- [Activity] Copy all lines of the listing that include the string "filter".

- [Data to examine]
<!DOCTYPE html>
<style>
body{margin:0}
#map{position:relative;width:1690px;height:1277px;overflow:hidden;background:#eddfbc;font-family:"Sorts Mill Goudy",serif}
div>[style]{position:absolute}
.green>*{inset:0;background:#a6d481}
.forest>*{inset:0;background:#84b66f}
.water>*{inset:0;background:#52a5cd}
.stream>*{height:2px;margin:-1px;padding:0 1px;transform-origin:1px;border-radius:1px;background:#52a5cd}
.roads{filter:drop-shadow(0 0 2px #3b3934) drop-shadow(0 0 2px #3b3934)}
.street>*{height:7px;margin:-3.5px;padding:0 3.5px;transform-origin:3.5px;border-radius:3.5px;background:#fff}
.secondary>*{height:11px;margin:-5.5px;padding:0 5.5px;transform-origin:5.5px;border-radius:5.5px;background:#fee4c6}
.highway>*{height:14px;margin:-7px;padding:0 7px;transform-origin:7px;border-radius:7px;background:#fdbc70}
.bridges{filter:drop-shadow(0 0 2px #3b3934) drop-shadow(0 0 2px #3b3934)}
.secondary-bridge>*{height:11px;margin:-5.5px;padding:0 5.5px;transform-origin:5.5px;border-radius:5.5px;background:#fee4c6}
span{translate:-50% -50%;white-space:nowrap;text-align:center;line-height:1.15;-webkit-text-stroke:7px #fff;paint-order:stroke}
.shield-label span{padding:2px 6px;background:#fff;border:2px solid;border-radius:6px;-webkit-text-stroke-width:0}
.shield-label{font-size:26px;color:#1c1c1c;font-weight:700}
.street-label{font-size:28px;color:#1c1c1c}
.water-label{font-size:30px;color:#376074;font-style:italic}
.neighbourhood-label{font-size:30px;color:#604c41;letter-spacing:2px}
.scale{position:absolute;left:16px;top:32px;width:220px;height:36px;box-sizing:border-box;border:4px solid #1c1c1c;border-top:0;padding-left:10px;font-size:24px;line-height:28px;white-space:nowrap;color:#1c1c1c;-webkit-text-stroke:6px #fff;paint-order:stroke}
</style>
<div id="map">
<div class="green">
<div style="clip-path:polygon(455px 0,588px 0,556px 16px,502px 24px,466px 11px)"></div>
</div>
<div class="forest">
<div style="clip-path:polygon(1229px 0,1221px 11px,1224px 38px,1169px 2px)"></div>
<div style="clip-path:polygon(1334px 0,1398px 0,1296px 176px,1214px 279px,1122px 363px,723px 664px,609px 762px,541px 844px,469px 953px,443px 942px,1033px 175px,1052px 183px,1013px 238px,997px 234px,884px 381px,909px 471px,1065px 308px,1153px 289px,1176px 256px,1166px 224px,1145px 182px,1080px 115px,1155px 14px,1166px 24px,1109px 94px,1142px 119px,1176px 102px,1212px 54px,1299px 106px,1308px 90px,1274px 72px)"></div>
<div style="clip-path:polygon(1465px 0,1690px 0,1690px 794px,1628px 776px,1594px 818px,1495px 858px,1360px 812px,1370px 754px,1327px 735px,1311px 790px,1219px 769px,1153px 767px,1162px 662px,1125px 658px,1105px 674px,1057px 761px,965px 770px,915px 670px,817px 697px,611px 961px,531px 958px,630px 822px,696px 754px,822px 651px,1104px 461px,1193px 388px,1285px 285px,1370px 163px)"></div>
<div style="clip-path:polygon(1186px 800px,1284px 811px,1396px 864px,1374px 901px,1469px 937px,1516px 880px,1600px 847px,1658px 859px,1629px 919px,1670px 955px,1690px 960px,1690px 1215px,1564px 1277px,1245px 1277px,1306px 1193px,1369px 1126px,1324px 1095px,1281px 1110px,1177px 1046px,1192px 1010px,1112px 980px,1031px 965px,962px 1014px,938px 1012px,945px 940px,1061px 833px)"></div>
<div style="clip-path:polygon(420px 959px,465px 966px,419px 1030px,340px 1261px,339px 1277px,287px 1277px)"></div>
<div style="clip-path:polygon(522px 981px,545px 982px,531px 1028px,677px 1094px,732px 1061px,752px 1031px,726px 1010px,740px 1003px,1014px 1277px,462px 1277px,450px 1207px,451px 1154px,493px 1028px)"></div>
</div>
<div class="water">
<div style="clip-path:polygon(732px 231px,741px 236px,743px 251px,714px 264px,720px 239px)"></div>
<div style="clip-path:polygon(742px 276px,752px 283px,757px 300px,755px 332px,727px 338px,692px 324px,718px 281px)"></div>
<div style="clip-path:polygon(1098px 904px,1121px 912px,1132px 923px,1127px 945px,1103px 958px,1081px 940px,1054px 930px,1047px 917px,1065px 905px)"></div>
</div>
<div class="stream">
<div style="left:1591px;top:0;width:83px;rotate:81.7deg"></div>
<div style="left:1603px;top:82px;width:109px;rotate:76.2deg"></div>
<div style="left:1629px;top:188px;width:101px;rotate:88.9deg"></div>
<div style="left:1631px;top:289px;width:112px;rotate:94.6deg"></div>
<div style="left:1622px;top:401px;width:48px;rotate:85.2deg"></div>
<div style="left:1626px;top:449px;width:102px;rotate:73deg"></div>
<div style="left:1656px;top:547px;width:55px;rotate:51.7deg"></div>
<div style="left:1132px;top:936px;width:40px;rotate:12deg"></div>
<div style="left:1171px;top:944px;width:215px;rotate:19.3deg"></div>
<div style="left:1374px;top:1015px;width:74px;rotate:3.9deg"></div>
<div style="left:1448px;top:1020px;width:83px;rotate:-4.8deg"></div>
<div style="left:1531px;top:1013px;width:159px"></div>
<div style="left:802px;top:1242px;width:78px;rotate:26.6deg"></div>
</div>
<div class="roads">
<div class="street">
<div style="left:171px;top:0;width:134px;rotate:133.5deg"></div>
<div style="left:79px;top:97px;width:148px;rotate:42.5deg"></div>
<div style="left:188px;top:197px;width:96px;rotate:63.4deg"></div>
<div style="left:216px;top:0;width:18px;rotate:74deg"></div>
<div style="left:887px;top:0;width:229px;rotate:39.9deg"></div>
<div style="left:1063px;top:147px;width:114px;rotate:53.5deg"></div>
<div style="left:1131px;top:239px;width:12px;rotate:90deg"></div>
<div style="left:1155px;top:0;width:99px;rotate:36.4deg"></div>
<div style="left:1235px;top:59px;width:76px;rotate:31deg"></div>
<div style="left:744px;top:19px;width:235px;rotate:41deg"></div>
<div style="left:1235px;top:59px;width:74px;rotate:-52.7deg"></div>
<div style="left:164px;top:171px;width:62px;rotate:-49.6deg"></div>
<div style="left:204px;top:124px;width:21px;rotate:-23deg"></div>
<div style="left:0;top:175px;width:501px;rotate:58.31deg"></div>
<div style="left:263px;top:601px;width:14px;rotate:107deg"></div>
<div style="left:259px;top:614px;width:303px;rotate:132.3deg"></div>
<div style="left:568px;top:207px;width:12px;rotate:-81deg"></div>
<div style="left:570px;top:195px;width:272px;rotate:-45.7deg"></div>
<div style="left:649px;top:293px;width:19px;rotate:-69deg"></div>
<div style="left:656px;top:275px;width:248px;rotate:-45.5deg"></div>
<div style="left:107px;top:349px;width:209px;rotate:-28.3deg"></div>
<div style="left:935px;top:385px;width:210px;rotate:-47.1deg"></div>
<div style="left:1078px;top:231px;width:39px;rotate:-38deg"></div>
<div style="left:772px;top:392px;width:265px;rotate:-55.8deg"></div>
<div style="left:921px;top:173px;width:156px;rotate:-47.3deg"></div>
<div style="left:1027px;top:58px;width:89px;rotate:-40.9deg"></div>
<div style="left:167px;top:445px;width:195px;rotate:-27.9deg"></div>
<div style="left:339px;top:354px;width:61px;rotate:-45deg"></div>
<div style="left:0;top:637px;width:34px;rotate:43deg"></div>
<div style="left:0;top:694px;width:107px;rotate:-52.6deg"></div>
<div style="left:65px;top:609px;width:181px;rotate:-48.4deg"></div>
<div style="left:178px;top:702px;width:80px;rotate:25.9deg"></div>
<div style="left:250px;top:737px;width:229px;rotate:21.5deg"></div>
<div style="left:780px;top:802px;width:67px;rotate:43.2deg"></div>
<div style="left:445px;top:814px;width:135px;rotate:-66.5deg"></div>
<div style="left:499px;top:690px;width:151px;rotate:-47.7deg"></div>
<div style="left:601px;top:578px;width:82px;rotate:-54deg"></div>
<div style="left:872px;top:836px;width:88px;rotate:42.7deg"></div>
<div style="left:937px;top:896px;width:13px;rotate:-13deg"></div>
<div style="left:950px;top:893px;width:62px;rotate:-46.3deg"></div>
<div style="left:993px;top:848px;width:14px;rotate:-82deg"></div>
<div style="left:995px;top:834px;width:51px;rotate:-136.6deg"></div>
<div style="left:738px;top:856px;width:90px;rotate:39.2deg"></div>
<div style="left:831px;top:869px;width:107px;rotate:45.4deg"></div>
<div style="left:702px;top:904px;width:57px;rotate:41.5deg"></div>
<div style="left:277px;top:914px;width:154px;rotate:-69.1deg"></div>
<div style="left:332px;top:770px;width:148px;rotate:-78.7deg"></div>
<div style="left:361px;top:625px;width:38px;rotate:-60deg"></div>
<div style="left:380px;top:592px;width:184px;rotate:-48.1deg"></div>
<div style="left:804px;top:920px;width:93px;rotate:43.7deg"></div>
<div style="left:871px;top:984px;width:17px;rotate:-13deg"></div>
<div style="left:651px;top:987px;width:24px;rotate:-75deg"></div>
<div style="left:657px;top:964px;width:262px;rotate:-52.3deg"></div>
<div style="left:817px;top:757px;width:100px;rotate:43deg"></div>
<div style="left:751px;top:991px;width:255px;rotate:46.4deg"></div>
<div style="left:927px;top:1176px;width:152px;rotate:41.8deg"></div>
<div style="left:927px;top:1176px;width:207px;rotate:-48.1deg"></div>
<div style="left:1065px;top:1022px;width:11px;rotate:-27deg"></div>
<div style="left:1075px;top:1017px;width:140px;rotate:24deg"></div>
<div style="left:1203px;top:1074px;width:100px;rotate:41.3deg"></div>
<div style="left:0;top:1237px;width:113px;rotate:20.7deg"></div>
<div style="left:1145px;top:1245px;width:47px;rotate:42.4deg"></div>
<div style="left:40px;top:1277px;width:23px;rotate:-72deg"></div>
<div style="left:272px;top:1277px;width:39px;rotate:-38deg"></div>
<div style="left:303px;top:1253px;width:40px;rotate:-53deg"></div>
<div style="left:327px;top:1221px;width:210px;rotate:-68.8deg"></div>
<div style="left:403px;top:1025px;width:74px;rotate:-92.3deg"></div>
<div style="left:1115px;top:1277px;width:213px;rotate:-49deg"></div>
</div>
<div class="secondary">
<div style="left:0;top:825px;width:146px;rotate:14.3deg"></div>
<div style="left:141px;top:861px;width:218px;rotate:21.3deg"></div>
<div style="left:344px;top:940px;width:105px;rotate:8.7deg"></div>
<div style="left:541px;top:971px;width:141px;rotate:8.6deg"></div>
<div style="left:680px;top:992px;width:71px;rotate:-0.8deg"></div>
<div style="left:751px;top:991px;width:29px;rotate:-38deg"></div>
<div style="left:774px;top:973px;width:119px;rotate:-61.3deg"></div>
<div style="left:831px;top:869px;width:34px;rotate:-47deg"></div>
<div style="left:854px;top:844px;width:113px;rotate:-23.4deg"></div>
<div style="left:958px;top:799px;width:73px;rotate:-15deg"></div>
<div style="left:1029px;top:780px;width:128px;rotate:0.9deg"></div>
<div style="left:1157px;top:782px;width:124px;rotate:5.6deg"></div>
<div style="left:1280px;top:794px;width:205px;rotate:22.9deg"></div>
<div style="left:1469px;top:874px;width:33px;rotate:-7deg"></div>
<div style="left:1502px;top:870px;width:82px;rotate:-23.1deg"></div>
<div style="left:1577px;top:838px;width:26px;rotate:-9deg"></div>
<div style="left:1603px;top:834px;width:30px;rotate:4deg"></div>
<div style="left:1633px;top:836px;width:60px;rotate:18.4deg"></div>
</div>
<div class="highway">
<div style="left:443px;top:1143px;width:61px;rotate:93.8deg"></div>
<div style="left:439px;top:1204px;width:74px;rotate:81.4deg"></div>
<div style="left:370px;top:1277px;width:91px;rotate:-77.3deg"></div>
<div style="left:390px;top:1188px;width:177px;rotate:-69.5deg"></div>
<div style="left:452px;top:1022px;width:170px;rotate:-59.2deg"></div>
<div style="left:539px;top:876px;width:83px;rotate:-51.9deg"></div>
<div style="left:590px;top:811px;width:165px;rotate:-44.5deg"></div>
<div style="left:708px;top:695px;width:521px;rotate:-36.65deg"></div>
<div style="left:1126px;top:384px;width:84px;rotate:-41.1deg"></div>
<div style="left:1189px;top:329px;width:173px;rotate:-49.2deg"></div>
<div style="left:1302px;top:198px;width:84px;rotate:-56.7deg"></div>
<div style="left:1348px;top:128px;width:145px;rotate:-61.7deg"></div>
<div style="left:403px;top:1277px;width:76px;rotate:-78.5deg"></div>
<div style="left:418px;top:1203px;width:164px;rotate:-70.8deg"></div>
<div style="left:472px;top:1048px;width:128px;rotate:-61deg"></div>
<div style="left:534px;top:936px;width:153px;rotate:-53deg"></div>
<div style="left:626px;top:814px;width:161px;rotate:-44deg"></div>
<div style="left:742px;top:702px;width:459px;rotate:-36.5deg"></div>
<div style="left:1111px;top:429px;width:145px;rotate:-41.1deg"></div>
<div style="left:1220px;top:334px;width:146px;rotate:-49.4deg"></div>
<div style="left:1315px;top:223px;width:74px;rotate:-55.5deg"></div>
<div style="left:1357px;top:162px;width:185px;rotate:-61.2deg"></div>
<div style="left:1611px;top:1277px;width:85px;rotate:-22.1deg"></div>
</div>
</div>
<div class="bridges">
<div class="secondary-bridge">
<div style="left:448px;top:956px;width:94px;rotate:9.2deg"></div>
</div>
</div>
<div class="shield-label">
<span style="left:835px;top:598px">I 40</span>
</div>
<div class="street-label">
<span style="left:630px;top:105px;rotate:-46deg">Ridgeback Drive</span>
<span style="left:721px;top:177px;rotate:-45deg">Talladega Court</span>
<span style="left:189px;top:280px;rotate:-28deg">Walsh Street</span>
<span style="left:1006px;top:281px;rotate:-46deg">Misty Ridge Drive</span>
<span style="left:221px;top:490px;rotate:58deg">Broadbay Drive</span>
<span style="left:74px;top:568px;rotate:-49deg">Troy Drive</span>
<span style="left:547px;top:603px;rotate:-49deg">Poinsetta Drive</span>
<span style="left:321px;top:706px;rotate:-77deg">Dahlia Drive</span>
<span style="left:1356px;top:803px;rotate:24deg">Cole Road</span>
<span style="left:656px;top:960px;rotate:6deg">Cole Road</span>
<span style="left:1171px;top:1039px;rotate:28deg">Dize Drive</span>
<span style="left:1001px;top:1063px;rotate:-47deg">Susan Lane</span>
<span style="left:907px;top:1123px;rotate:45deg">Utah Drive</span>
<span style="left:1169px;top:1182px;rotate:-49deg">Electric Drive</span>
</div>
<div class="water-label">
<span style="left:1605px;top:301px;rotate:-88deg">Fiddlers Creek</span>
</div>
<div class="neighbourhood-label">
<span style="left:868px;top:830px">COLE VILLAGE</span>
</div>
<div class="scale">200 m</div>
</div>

- [Response box]
.roads{filter:drop-shadow(0 0 2px #3b3934) drop-shadow(0 0 2px #3b3934)}
.bridges{filter:drop-shadow(0 0 2px #3b3934) drop-shadow(0 0 2px #3b3934)}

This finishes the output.